SaaS (Hosted) ERP: How Safe is Your Data?

Mark Canes

The trend towards SaaS (software as a service) / Cloud Computing / hosted software continues, although in the ERP and Accounting software space, it's an evolution rather than a revolution. In dealing with smaller owner-managed companies, I note that one of the ongoing reservations that business owners have about going the SaaS route is the whereabouts of their key business data.

Sometimes its the geographic location of the data - such as the concern that if data is physically located in a different company, it may be subject to laws of access different from those in your own country - the very legitimate fear that a foreign government may be able to legislate its way into your confidential business information. But more commonly, the concern relates to not having the data in their own building. and not knowing where it is.

In a typical SaaS implementation, the data is housed inside a very secure data center, usually employing multiple levels of firewall and up to date security, whereas most smaller businesses have network and server infrastructure that is much more vulnerable to hackers. Additionally, the odds of someone breaking into the average small business and stealing the actual server (or storage array) are much better than getting into a secure data center. So realistically (for the most part) your data is actually much safer and more secure in a cloud computing environment than in-house.

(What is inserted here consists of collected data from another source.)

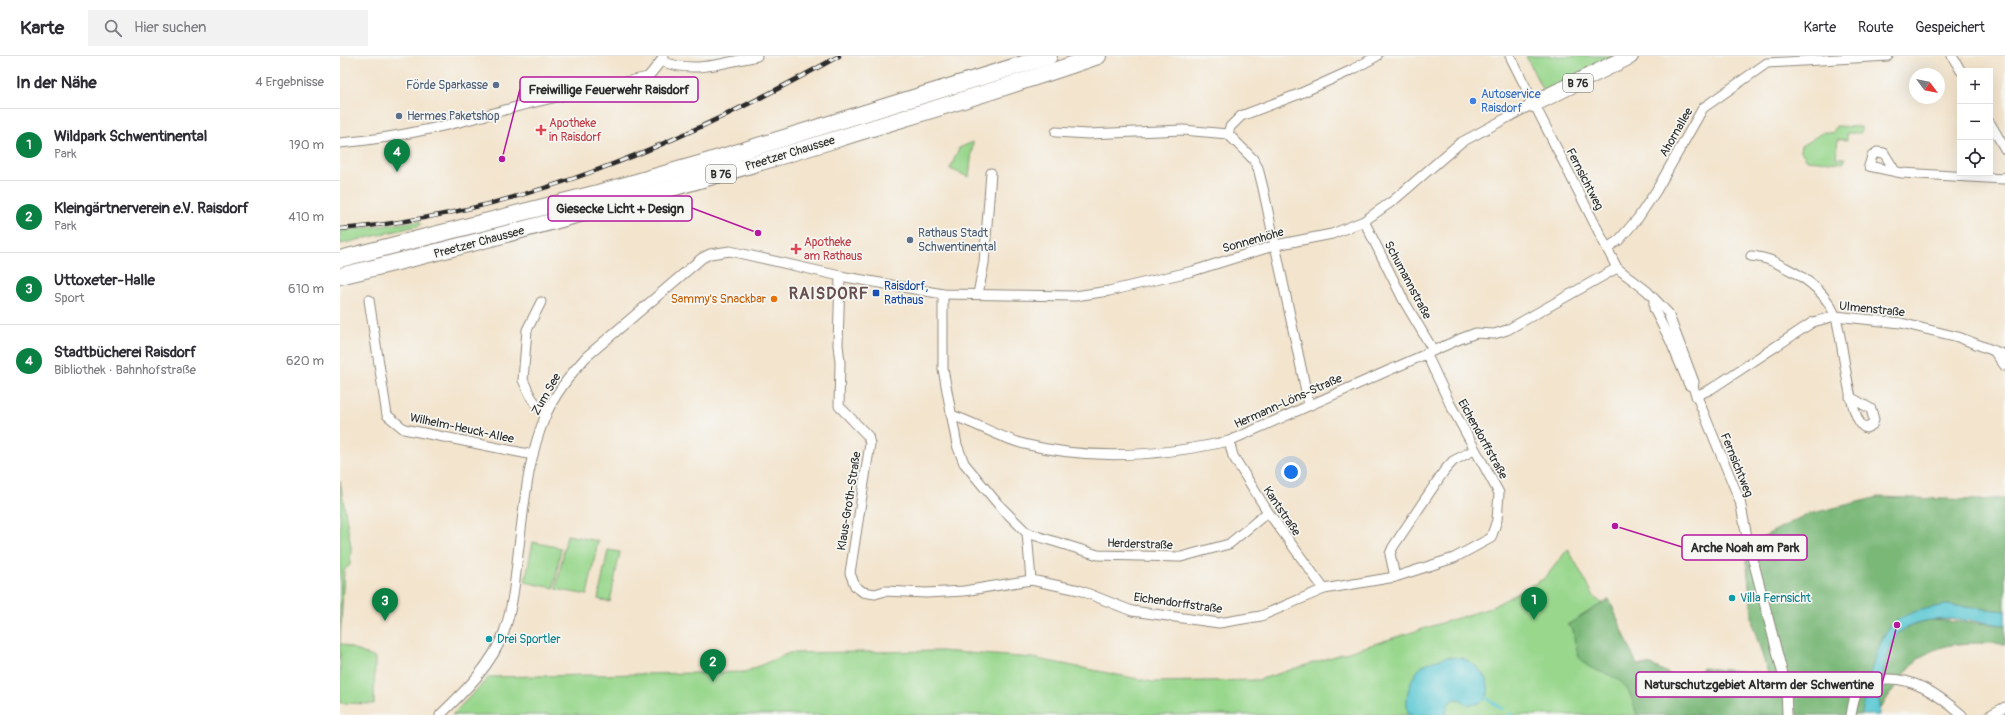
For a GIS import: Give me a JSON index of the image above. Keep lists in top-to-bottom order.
{
  "streets": {
    "highway": ["B 76", "Preetzer Chaussee"],
    "street": [
      "Ahornallee",
      "Fernsichtweg",
      "Sonnenhöhe",
      "Schumannstraße",
      "Ulmenstraße",
      "Zum See",
      "Hermann-Löns-Straße",
      "Wilhelm-Heuck-Allee",
      "Eichendorffstraße",
      "Klaus-Groth-Straße",
      "Kantstraße",
      "Herderstraße"
    ]
  },
  "crossings": [
    ["B 76", "Fernsichtweg"],
    ["B 76", "Sonnenhöhe"],
    ["Ahornallee", "Fernsichtweg"],
    ["Fernsichtweg", "Sonnenhöhe"],
    ["Fernsichtweg", "Ulmenstraße"],
    ["Fernsichtweg", "Hermann-Löns-Straße"],
    ["Sonnenhöhe", "Schumannstraße"],
    ["Sonnenhöhe", "Zum See"],
    ["Schumannstraße", "Hermann-Löns-Straße"],
    ["Schumannstraße", "Eichendorffstraße"],
    ["Zum See", "Wilhelm-Heuck-Allee"],
    ["Zum See", "Klaus-Groth-Straße"],
    ["Hermann-Löns-Straße", "Eichendorffstraße"],
    ["Hermann-Löns-Straße", "Kantstraße"],
    ["Eichendorffstraße", "Klaus-Groth-Straße"],
    ["Eichendorffstraße", "Kantstraße"],
    ["Kantstraße", "Herderstraße"]
  ],
  "districts": ["RAISDORF"],
  "places": {
    "other": [
      "Förde Sparkasse",
      "Autoservice Raisdorf",
      "Hermes Paketshop",
      "Freiwillige Feuerwehr Raisdorf",
      "Giesecke Licht + Design",
      "Rathaus Stadt Schwentinental",
      "Sammy's Snackbar",
      "Arche Noah am Park",
      "Villa Fernsicht",
      "Naturschutzgebiet Altarm der Schwentine",
      "Drei Sportler"
    ],
    "health": ["Apotheke in Raisdorf", "Apotheke am Rathaus"],
    "transit": ["Raisdorf, Rathaus"]
  },
  "north": "bottom right",
  "page": {
    "header": "Karte",
    "search": "Hier suchen",
    "nav": ["Karte", "Route", "Gespeichert"],
    "heading": ["In der Nähe", "4 Ergebnisse"],
    "map_buttons": ["+", "−"],
    "list": [
      {
        "mark": "1",
        "name": "Wildpark Schwentinental",
        "note": "Park",
        "value": "190 m"
      },
      {
        "mark": "2",
        "name": "Kleingärtnerverein e.V. Raisdorf",
        "note": "Park",
        "value": "410 m"
      },
      {
        "mark": "3",
        "name": "Uttoxeter-Halle",
        "note": "Sport",
        "value": "610 m"
      },
      {
        "mark": "4",
        "name": "Stadtbücherei Raisdorf",
        "note": "Bibliothek · Bahnhofstraße",
        "value": "620 m"
      }
    ],
    "pins": [
      "4",
      "1",
      "3",
      "2"
    ]
  }
}
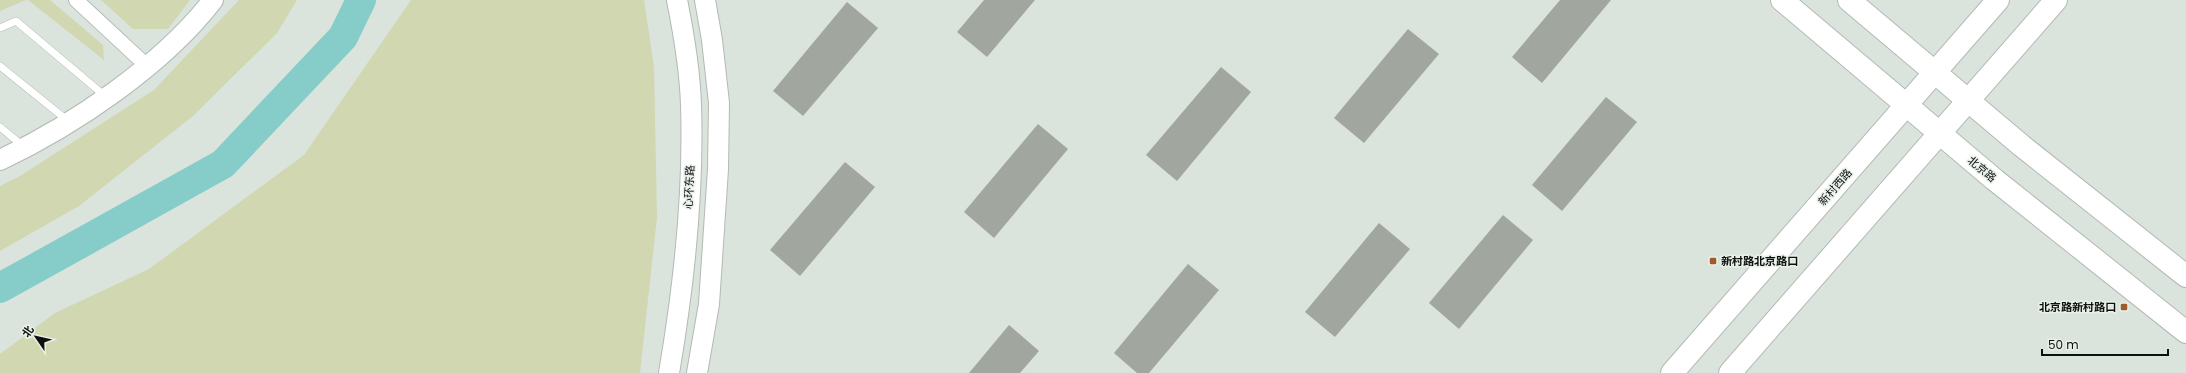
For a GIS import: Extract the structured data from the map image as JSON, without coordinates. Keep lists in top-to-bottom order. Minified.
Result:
{"streets":{"main road":["北京路","心环东路","新村西路"]},"crossings":[["北京路","新村西路"]],"places":{"transit":["新村路北京路口","北京路新村路口"]},"scale_bar":"50 m","north":"top left"}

However, there is a question around backup strategy in the hosted environment. This post was inspired by a story I heard last week (not sure how true it is, but it could happen): a company provides SaaS using a 3rd party data center, but managing their own equipment in the data center. All is very secure and safe. However, the company's strategy for off-site backup of client files in the data center is to back it up onto removable media and store than removable media at an employee's house. What this means is that someone who breaks into that house, presumably less secure than a data center, might walk away with the business data of multiple companies on transportable magnetic media. (Now of course the same often applies non-hosted situations with off-site backups.)

My opinion on this is that, if your data is in a secure and credible data center, and the offsite backup plan involves multiple-encryption and / or equally secure offsite backup locations, then there is no way that your data is less secure in the hosted (SaaS) arena than it would be on your own premises - in fact the opposite is much more likely.